# Exercise
Repeat the records word for word.

# Exercise data

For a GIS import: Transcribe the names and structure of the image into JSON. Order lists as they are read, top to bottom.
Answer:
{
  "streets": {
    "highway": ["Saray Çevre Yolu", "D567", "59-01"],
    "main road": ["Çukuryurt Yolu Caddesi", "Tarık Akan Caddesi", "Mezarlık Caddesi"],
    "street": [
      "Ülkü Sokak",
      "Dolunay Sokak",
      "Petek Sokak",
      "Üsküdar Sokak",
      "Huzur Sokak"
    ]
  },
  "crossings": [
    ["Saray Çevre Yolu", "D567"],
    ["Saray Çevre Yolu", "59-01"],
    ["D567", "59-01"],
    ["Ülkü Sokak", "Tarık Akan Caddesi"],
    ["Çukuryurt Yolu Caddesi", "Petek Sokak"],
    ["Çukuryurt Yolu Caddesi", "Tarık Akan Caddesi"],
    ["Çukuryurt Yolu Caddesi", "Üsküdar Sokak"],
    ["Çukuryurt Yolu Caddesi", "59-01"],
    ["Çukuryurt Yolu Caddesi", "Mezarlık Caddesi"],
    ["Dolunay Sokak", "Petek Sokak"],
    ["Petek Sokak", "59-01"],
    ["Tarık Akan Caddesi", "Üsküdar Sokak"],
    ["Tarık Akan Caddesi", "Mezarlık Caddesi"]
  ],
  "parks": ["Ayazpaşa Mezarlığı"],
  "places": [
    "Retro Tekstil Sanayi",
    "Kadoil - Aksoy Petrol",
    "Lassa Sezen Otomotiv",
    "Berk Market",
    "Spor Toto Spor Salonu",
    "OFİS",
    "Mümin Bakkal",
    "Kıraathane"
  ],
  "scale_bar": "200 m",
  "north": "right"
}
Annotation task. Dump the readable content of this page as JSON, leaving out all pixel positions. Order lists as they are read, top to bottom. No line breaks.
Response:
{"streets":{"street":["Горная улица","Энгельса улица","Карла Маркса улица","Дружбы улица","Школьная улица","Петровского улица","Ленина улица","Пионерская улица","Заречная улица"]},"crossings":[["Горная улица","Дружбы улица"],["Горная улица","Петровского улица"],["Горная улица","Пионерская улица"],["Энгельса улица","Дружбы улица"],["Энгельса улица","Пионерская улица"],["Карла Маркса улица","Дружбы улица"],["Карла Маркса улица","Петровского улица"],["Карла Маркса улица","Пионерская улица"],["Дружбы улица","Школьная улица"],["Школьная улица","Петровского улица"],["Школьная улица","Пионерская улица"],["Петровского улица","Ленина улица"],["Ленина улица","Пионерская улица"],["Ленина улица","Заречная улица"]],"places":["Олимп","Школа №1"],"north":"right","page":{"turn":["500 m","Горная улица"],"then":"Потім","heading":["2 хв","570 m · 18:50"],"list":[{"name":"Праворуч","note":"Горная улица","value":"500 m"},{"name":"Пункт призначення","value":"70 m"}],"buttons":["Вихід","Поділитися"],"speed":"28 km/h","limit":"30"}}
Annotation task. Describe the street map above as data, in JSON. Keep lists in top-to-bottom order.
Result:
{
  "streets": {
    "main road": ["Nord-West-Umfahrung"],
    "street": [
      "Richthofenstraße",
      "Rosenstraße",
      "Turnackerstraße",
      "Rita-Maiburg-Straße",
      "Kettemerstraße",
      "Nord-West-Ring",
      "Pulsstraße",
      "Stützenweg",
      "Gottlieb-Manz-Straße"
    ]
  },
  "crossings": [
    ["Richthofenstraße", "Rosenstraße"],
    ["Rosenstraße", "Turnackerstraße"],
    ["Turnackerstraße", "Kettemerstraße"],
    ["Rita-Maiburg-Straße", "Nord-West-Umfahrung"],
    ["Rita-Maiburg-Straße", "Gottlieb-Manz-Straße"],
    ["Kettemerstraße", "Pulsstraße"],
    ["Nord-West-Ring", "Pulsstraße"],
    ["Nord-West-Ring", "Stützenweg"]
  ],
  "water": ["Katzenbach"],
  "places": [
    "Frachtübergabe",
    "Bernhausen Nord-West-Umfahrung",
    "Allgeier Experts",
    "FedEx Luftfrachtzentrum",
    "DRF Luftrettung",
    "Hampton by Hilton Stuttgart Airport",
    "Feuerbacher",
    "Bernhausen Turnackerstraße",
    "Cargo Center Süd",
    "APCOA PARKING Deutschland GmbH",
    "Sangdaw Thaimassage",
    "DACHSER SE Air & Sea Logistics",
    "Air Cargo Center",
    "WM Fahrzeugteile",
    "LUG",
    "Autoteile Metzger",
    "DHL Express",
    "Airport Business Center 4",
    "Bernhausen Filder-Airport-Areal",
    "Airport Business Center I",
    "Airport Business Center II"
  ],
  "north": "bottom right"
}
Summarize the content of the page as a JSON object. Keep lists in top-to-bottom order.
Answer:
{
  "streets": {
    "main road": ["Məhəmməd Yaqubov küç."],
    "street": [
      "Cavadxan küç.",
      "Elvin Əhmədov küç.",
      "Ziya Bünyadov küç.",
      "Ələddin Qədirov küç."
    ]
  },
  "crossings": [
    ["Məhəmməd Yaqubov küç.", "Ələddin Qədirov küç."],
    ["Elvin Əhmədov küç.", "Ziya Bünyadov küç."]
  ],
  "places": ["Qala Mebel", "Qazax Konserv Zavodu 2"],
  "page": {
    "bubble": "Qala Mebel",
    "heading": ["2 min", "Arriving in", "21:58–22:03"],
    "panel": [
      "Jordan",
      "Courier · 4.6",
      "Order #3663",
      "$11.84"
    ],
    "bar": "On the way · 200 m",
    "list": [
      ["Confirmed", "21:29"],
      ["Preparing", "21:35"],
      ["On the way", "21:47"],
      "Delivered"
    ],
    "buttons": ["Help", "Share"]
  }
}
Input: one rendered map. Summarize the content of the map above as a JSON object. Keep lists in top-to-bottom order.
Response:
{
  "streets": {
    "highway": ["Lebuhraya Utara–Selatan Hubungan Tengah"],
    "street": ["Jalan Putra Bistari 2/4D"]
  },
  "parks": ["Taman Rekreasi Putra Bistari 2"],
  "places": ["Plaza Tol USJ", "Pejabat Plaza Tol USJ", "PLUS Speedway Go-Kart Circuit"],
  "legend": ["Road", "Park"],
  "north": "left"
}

# Response below
For a GIS import: Transcribe the names and structure of the image into JSON. Order lists as they are read, top to bottom.
Answer:
{
  "streets": {
    "highway": ["Saray Çevre Yolu", "D567", "59-01"],
    "main road": ["Çukuryurt Yolu Caddesi", "Tarık Akan Caddesi", "Mezarlık Caddesi"],
    "street": [
      "Ülkü Sokak",
      "Dolunay Sokak",
      "Petek Sokak",
      "Üsküdar Sokak",
      "Huzur Sokak"
    ]
  },
  "crossings": [
    ["Saray Çevre Yolu", "D567"],
    ["Saray Çevre Yolu", "59-01"],
    ["D567", "59-01"],
    ["Ülkü Sokak", "Tarık Akan Caddesi"],
    ["Çukuryurt Yolu Caddesi", "Petek Sokak"],
    ["Çukuryurt Yolu Caddesi", "Tarık Akan Caddesi"],
    ["Çukuryurt Yolu Caddesi", "Üsküdar Sokak"],
    ["Çukuryurt Yolu Caddesi", "59-01"],
    ["Çukuryurt Yolu Caddesi", "Mezarlık Caddesi"],
    ["Dolunay Sokak", "Petek Sokak"],
    ["Petek Sokak", "59-01"],
    ["Tarık Akan Caddesi", "Üsküdar Sokak"],
    ["Tarık Akan Caddesi", "Mezarlık Caddesi"]
  ],
  "parks": ["Ayazpaşa Mezarlığı"],
  "places": [
    "Retro Tekstil Sanayi",
    "Kadoil - Aksoy Petrol",
    "Lassa Sezen Otomotiv",
    "Berk Market",
    "Spor Toto Spor Salonu",
    "OFİS",
    "Mümin Bakkal",
    "Kıraathane"
  ],
  "scale_bar": "200 m",
  "north": "right"
}
Annotation task. Dump the readable content of this page as JSON, leaving out all pixel positions. Order lists as they are read, top to bottom. No line breaks.
Response:
{"streets":{"street":["Горная улица","Энгельса улица","Карла Маркса улица","Дружбы улица","Школьная улица","Петровского улица","Ленина улица","Пионерская улица","Заречная улица"]},"crossings":[["Горная улица","Дружбы улица"],["Горная улица","Петровского улица"],["Горная улица","Пионерская улица"],["Энгельса улица","Дружбы улица"],["Энгельса улица","Пионерская улица"],["Карла Маркса улица","Дружбы улица"],["Карла Маркса улица","Петровского улица"],["Карла Маркса улица","Пионерская улица"],["Дружбы улица","Школьная улица"],["Школьная улица","Петровского улица"],["Школьная улица","Пионерская улица"],["Петровского улица","Ленина улица"],["Ленина улица","Пионерская улица"],["Ленина улица","Заречная улица"]],"places":["Олимп","Школа №1"],"north":"right","page":{"turn":["500 m","Горная улица"],"then":"Потім","heading":["2 хв","570 m · 18:50"],"list":[{"name":"Праворуч","note":"Горная улица","value":"500 m"},{"name":"Пункт призначення","value":"70 m"}],"buttons":["Вихід","Поділитися"],"speed":"28 km/h","limit":"30"}}
Annotation task. Describe the street map above as data, in JSON. Keep lists in top-to-bottom order.
Result:
{
  "streets": {
    "main road": ["Nord-West-Umfahrung"],
    "street": [
      "Richthofenstraße",
      "Rosenstraße",
      "Turnackerstraße",
      "Rita-Maiburg-Straße",
      "Kettemerstraße",
      "Nord-West-Ring",
      "Pulsstraße",
      "Stützenweg",
      "Gottlieb-Manz-Straße"
    ]
  },
  "crossings": [
    ["Richthofenstraße", "Rosenstraße"],
    ["Rosenstraße", "Turnackerstraße"],
    ["Turnackerstraße", "Kettemerstraße"],
    ["Rita-Maiburg-Straße", "Nord-West-Umfahrung"],
    ["Rita-Maiburg-Straße", "Gottlieb-Manz-Straße"],
    ["Kettemerstraße", "Pulsstraße"],
    ["Nord-West-Ring", "Pulsstraße"],
    ["Nord-West-Ring", "Stützenweg"]
  ],
  "water": ["Katzenbach"],
  "places": [
    "Frachtübergabe",
    "Bernhausen Nord-West-Umfahrung",
    "Allgeier Experts",
    "FedEx Luftfrachtzentrum",
    "DRF Luftrettung",
    "Hampton by Hilton Stuttgart Airport",
    "Feuerbacher",
    "Bernhausen Turnackerstraße",
    "Cargo Center Süd",
    "APCOA PARKING Deutschland GmbH",
    "Sangdaw Thaimassage",
    "DACHSER SE Air & Sea Logistics",
    "Air Cargo Center",
    "WM Fahrzeugteile",
    "LUG",
    "Autoteile Metzger",
    "DHL Express",
    "Airport Business Center 4",
    "Bernhausen Filder-Airport-Areal",
    "Airport Business Center I",
    "Airport Business Center II"
  ],
  "north": "bottom right"
}
Summarize the content of the page as a JSON object. Keep lists in top-to-bottom order.
Answer:
{
  "streets": {
    "main road": ["Məhəmməd Yaqubov küç."],
    "street": [
      "Cavadxan küç.",
      "Elvin Əhmədov küç.",
      "Ziya Bünyadov küç.",
      "Ələddin Qədirov küç."
    ]
  },
  "crossings": [
    ["Məhəmməd Yaqubov küç.", "Ələddin Qədirov küç."],
    ["Elvin Əhmədov küç.", "Ziya Bünyadov küç."]
  ],
  "places": ["Qala Mebel", "Qazax Konserv Zavodu 2"],
  "page": {
    "bubble": "Qala Mebel",
    "heading": ["2 min", "Arriving in", "21:58–22:03"],
    "panel": [
      "Jordan",
      "Courier · 4.6",
      "Order #3663",
      "$11.84"
    ],
    "bar": "On the way · 200 m",
    "list": [
      ["Confirmed", "21:29"],
      ["Preparing", "21:35"],
      ["On the way", "21:47"],
      "Delivered"
    ],
    "buttons": ["Help", "Share"]
  }
}
Input: one rendered map. Summarize the content of the map above as a JSON object. Keep lists in top-to-bottom order.
Response:
{
  "streets": {
    "highway": ["Lebuhraya Utara–Selatan Hubungan Tengah"],
    "street": ["Jalan Putra Bistari 2/4D"]
  },
  "parks": ["Taman Rekreasi Putra Bistari 2"],
  "places": ["Plaza Tol USJ", "Pejabat Plaza Tol USJ", "PLUS Speedway Go-Kart Circuit"],
  "legend": ["Road", "Park"],
  "north": "left"
}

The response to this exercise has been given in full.